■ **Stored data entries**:

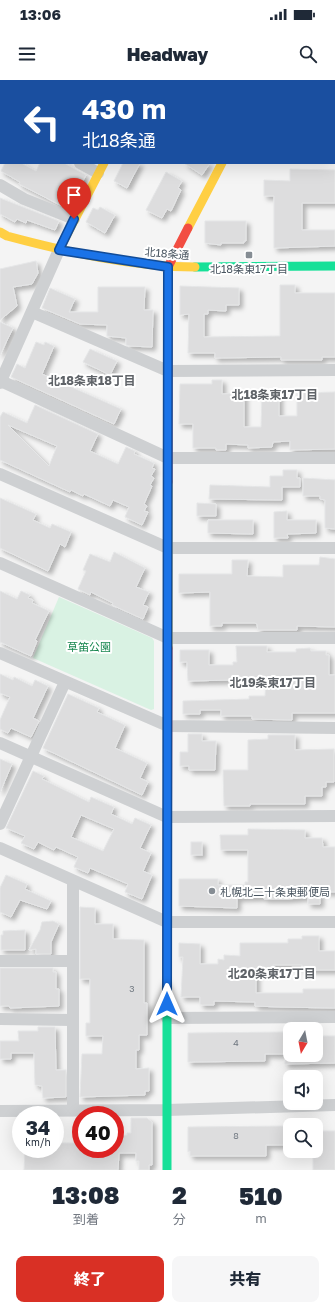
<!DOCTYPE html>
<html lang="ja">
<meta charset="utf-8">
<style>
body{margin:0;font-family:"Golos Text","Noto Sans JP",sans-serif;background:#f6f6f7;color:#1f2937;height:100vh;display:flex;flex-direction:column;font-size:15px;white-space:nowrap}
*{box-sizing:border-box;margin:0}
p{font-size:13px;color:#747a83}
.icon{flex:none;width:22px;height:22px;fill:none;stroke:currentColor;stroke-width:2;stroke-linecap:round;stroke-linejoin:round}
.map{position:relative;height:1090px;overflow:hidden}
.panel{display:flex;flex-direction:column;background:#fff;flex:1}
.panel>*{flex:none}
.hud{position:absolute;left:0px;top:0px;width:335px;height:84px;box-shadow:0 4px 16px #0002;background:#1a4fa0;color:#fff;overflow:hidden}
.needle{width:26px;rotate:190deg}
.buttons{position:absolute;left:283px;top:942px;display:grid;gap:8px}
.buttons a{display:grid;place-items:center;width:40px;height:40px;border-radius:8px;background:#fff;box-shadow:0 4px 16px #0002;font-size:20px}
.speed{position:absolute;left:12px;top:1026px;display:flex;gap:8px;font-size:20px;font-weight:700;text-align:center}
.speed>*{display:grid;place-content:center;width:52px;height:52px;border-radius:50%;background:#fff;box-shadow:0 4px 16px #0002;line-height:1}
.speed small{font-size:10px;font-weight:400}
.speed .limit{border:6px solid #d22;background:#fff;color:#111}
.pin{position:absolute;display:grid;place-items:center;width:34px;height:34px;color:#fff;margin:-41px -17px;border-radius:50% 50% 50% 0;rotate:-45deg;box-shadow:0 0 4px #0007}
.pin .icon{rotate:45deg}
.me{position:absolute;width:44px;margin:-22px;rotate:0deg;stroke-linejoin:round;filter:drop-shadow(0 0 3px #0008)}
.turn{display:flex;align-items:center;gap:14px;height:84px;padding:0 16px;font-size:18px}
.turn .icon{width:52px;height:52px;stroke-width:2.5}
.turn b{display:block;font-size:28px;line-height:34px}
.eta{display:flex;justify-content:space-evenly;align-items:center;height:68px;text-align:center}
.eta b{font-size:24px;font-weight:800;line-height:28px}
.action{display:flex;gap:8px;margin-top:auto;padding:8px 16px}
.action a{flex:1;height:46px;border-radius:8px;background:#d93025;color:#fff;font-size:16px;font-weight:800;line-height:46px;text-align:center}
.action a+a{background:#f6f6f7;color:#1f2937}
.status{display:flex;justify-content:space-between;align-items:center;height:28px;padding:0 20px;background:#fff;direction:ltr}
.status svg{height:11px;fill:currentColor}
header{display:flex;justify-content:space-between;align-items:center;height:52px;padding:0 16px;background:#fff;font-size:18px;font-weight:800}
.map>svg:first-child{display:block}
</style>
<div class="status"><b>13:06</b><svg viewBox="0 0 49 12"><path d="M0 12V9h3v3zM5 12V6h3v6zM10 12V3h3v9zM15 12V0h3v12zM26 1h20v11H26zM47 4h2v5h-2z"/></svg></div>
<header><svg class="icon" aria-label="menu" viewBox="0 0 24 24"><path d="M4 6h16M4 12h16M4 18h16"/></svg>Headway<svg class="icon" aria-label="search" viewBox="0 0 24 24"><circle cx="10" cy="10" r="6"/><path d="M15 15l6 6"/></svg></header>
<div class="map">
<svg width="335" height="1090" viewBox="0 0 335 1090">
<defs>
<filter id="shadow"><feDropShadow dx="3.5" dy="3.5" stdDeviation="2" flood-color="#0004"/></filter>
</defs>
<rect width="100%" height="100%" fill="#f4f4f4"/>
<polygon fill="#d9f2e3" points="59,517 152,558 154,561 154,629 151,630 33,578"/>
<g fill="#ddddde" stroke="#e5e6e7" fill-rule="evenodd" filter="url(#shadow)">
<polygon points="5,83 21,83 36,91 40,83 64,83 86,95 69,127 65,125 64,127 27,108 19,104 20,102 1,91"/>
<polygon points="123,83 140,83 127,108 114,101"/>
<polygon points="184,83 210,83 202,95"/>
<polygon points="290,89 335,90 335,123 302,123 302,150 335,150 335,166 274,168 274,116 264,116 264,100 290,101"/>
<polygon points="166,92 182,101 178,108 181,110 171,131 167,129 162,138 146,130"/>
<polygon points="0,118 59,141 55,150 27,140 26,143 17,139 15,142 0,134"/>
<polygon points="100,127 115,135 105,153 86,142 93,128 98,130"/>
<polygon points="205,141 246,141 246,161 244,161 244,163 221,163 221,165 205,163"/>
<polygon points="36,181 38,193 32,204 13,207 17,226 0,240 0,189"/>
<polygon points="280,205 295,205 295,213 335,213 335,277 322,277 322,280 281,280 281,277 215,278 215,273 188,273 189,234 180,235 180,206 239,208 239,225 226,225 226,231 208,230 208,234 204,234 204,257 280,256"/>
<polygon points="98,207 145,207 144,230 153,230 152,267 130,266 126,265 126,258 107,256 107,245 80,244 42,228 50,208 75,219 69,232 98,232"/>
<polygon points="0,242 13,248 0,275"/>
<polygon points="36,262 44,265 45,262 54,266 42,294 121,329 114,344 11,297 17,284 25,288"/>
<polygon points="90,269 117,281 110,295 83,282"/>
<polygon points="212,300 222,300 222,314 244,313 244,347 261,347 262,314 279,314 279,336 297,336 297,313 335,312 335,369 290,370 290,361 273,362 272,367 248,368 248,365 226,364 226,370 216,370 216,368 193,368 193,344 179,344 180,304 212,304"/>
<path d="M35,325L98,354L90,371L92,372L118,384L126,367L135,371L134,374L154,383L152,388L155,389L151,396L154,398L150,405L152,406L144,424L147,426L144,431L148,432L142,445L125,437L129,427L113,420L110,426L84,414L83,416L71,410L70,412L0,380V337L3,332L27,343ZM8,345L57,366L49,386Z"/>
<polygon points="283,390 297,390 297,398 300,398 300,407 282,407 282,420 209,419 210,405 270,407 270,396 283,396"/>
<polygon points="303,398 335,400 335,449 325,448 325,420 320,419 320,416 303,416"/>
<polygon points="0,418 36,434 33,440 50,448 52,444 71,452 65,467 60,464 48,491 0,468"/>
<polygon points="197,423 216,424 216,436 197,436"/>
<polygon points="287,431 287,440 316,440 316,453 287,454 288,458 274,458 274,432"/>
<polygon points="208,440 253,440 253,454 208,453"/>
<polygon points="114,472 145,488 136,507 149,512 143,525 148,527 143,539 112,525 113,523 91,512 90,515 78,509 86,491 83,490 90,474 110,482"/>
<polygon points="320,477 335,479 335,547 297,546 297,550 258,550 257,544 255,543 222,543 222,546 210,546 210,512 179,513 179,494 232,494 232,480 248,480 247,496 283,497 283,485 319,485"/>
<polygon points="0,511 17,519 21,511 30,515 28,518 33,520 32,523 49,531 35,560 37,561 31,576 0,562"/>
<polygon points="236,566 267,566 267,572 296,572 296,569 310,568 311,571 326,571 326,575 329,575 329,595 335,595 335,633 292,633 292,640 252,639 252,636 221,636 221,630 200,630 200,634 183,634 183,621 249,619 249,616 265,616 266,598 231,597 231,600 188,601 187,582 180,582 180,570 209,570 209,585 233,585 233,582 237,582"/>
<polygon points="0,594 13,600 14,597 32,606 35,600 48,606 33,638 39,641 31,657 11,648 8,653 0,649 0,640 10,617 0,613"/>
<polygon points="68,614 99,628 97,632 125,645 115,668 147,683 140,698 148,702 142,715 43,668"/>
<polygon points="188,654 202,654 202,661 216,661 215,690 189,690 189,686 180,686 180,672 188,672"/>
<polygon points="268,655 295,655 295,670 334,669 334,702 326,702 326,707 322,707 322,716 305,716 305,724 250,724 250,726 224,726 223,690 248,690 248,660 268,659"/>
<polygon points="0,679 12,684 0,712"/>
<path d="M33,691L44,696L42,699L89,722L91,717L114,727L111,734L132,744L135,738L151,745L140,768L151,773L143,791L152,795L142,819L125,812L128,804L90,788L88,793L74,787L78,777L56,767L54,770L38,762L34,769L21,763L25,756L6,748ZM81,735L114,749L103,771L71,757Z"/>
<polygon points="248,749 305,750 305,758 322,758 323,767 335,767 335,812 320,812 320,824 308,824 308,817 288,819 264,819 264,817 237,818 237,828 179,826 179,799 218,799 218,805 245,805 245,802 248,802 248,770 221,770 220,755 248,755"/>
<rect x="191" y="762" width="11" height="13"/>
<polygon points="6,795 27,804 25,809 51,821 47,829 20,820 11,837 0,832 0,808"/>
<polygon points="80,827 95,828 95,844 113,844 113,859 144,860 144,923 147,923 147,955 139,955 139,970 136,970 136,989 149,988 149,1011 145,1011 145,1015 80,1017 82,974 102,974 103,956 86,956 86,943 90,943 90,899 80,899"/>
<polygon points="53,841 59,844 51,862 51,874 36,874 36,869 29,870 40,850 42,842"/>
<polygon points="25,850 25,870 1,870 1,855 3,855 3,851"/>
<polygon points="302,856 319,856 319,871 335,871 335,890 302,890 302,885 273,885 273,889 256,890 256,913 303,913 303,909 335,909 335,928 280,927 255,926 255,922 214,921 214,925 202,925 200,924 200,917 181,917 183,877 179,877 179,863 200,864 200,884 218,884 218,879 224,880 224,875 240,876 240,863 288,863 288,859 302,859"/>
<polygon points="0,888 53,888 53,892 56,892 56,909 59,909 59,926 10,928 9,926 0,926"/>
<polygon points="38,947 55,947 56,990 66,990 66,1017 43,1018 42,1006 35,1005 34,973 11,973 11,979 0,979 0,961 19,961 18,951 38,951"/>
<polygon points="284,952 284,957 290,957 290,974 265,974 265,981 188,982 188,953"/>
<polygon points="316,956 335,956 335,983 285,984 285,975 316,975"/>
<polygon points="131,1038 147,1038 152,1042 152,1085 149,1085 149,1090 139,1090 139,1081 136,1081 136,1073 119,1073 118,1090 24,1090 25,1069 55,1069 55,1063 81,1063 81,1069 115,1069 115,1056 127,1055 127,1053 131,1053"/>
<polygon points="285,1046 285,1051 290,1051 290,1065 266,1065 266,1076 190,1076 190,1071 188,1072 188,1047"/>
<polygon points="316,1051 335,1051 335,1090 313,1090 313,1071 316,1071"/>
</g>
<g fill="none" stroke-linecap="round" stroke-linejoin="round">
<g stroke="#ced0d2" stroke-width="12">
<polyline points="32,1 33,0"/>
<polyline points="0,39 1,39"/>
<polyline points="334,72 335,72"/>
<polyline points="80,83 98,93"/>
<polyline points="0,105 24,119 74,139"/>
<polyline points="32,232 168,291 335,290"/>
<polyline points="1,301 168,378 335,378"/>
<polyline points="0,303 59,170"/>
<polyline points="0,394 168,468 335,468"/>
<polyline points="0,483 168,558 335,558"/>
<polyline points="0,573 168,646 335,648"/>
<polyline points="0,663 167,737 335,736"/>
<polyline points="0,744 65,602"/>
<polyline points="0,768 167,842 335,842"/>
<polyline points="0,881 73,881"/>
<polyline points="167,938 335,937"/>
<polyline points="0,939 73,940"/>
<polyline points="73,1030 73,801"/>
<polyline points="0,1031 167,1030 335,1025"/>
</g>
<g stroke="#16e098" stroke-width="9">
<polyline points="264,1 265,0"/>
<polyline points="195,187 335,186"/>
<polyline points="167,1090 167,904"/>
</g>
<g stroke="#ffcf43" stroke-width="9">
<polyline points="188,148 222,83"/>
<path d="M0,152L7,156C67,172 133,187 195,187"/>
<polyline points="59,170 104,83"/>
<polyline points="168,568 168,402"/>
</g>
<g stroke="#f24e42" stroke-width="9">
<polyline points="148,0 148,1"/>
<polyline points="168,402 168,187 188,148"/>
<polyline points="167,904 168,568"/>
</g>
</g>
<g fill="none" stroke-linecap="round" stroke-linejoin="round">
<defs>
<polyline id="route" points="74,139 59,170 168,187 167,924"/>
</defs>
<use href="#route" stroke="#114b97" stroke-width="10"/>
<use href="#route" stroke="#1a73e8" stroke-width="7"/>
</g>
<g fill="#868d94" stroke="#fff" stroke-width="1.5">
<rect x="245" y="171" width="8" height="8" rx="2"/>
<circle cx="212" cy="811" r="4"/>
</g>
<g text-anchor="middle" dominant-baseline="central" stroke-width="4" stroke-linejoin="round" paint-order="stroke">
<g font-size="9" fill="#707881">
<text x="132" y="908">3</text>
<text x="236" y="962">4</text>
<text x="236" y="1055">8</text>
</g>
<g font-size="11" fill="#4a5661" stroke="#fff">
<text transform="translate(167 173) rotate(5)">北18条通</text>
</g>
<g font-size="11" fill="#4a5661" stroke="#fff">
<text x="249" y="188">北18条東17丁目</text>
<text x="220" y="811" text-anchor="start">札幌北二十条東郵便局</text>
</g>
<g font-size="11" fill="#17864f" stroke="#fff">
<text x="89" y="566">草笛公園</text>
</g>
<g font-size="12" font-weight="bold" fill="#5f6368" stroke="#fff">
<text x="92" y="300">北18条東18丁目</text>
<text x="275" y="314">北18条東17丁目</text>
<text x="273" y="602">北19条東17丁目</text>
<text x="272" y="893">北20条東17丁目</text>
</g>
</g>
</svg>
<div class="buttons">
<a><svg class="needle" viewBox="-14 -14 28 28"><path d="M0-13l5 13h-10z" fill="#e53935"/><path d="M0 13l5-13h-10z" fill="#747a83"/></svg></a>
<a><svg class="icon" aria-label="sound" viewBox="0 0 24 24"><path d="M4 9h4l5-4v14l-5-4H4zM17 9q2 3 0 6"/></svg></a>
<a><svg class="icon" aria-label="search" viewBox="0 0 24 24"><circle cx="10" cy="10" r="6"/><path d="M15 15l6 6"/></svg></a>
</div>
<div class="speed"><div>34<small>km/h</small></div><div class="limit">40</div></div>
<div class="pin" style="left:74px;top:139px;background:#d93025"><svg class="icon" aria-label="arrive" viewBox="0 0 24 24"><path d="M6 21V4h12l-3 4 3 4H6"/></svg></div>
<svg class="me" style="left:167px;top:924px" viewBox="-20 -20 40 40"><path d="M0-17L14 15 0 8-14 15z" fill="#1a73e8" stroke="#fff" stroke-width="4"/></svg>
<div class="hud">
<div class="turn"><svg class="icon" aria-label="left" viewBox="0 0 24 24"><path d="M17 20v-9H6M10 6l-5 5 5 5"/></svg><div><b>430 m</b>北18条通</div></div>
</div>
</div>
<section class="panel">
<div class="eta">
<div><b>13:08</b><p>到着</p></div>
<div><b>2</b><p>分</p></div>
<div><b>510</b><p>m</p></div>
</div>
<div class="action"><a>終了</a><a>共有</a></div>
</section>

■ **Task description**: Go through the records above, find every line with the word "buttons", and list those lines.

■ **Answer space**:
.buttons{position:absolute;left:283px;top:942px;display:grid;gap:8px}
.buttons a{display:grid;place-items:center;width:40px;height:40px;border-radius:8px;background:#fff;box-shadow:0 4px 16px #0002;font-size:20px}
<div class="buttons">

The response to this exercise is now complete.